■ **Try it**
Each line in these records that contains "controls" counts once. Give the number only.

*** The data Section Begins ***

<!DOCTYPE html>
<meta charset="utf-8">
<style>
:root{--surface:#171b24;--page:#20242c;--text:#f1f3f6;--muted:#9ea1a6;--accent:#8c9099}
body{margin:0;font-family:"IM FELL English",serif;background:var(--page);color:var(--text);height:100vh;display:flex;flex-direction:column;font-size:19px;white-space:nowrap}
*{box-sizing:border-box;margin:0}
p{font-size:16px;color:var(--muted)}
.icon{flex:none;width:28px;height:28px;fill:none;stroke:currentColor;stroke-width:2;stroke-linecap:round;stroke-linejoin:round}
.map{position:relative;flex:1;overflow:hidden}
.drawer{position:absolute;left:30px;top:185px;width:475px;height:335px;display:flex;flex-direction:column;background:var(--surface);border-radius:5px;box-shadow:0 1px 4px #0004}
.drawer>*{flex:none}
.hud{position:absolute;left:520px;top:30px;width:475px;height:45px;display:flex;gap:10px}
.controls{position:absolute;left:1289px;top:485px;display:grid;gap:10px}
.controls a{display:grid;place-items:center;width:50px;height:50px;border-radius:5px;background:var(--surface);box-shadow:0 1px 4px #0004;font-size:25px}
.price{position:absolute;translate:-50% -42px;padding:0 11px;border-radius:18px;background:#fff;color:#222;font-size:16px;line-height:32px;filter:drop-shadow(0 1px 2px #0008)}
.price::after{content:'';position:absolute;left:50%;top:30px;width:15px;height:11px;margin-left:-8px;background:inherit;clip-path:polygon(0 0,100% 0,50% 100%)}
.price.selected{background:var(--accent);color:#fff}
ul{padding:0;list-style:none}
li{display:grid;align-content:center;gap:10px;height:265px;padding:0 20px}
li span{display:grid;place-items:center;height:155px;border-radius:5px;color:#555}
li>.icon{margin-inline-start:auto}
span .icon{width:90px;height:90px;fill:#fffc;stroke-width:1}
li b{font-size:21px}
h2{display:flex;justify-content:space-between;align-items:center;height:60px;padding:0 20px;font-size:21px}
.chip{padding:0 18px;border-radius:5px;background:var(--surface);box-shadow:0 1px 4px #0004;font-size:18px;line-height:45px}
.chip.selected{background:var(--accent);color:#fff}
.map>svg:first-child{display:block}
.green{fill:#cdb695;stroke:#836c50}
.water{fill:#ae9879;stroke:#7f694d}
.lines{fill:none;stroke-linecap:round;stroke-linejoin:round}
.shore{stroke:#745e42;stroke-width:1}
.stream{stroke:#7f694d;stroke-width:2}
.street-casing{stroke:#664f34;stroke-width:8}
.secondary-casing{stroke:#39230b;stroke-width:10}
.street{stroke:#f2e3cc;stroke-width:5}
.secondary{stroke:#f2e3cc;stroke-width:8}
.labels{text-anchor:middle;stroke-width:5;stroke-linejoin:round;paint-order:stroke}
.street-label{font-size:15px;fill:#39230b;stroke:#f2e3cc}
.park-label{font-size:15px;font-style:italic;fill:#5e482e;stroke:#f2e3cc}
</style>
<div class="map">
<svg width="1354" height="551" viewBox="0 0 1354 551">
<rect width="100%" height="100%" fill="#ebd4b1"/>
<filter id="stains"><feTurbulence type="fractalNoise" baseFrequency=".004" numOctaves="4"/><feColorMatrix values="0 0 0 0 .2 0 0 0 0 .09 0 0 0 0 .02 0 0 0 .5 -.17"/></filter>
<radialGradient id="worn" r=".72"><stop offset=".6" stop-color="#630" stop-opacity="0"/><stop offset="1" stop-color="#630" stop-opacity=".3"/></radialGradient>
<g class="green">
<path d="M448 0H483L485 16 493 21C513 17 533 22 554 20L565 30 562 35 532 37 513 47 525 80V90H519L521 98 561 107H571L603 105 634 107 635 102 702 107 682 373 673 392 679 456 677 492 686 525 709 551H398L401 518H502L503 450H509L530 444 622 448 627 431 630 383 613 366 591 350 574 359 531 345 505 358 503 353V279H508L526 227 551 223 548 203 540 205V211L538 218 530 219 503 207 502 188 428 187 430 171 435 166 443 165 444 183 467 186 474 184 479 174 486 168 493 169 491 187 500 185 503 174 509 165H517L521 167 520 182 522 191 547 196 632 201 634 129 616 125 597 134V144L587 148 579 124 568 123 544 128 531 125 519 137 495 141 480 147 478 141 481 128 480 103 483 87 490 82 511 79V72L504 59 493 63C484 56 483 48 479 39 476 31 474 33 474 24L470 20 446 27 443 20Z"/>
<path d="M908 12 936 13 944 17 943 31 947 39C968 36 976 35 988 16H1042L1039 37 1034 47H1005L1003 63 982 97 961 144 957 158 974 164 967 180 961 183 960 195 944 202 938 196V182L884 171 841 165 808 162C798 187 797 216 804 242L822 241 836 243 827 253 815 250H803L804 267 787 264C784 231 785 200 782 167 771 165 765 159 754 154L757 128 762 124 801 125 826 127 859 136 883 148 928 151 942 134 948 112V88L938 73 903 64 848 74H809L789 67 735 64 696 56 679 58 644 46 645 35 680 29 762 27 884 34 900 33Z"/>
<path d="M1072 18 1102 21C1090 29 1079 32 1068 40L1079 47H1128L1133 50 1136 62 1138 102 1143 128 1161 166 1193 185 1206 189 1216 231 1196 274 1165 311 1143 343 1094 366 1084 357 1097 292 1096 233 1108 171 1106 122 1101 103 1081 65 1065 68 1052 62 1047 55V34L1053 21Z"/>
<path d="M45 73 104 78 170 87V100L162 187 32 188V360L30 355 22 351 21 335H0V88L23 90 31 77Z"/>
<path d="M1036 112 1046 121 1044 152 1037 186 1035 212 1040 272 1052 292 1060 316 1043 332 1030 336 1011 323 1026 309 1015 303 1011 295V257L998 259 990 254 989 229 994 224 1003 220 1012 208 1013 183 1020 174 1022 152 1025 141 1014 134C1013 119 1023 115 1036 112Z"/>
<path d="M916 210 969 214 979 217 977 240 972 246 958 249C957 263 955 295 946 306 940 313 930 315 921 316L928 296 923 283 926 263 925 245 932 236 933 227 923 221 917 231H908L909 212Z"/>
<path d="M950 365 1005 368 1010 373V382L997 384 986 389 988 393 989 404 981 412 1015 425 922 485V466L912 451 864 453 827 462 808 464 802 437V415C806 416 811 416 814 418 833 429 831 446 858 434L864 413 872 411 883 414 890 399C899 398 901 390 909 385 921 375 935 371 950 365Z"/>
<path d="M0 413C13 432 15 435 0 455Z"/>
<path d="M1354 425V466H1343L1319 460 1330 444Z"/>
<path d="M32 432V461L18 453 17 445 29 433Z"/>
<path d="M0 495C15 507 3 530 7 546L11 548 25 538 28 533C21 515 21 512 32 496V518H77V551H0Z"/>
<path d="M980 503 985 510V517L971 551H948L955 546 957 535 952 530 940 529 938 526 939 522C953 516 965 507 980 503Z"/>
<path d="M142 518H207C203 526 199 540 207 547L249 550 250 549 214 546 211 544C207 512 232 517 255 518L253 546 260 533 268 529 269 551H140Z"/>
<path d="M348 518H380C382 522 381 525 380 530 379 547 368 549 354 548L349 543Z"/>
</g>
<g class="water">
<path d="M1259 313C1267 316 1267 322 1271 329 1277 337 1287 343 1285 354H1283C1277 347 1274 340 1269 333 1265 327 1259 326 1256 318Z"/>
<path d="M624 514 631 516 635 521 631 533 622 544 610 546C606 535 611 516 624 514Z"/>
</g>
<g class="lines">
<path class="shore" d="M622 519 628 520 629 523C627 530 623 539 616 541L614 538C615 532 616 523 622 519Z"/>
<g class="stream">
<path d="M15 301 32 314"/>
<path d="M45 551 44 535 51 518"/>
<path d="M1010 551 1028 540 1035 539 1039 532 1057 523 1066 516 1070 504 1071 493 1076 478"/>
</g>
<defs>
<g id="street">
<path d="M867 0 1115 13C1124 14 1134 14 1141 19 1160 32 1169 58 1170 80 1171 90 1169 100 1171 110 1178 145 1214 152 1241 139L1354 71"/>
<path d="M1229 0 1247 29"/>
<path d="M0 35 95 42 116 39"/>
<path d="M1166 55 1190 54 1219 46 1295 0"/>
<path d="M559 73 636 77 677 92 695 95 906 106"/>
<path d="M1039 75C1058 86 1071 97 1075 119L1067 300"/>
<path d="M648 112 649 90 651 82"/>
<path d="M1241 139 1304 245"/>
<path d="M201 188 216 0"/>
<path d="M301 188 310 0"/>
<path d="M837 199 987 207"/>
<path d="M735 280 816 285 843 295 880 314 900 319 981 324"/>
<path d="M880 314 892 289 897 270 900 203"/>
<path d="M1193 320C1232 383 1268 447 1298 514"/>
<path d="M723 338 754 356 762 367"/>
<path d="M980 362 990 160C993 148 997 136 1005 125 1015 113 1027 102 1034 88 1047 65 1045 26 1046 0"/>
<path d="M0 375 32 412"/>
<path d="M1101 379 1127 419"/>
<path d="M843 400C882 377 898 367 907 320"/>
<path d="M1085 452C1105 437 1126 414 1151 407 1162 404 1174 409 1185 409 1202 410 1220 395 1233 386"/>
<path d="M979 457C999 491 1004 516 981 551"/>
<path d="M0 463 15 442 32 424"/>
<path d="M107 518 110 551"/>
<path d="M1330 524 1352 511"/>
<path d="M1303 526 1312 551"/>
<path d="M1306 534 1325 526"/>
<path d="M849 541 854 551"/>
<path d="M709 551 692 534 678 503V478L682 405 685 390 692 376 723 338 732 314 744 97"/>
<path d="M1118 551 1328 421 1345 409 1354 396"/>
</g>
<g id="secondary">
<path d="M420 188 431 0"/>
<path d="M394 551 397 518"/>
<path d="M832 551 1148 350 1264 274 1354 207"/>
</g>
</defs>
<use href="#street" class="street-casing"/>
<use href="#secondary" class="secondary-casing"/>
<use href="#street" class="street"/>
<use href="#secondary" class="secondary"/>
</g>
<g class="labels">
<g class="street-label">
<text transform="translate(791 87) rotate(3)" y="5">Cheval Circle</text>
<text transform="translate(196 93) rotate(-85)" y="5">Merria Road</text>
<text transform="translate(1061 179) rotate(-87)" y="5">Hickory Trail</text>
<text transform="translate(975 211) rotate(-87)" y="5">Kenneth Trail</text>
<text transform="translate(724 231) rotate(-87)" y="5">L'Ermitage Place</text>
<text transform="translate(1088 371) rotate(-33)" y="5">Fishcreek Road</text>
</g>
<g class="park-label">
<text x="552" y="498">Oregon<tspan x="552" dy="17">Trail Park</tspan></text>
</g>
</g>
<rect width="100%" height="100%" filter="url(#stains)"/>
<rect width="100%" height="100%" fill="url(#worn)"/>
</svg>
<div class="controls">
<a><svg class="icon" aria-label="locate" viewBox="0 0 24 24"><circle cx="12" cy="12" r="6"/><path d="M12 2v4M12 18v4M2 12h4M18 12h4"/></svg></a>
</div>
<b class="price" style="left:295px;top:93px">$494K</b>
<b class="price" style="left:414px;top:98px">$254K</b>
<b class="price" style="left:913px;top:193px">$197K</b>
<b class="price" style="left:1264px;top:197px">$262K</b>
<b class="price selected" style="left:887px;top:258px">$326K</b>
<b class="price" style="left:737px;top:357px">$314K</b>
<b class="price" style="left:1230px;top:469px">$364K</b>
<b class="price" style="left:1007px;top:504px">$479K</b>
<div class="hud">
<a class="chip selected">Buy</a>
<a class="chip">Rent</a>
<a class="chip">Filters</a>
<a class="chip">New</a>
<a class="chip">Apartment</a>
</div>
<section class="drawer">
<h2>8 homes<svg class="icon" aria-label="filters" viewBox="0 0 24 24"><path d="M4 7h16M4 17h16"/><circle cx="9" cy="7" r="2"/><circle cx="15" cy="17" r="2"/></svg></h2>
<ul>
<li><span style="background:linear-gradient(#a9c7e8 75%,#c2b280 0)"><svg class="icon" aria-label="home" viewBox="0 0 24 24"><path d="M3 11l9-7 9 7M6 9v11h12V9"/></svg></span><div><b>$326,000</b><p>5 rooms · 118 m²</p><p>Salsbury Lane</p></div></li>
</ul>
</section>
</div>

*** The data Section Ends ***

■ **Solution below**
3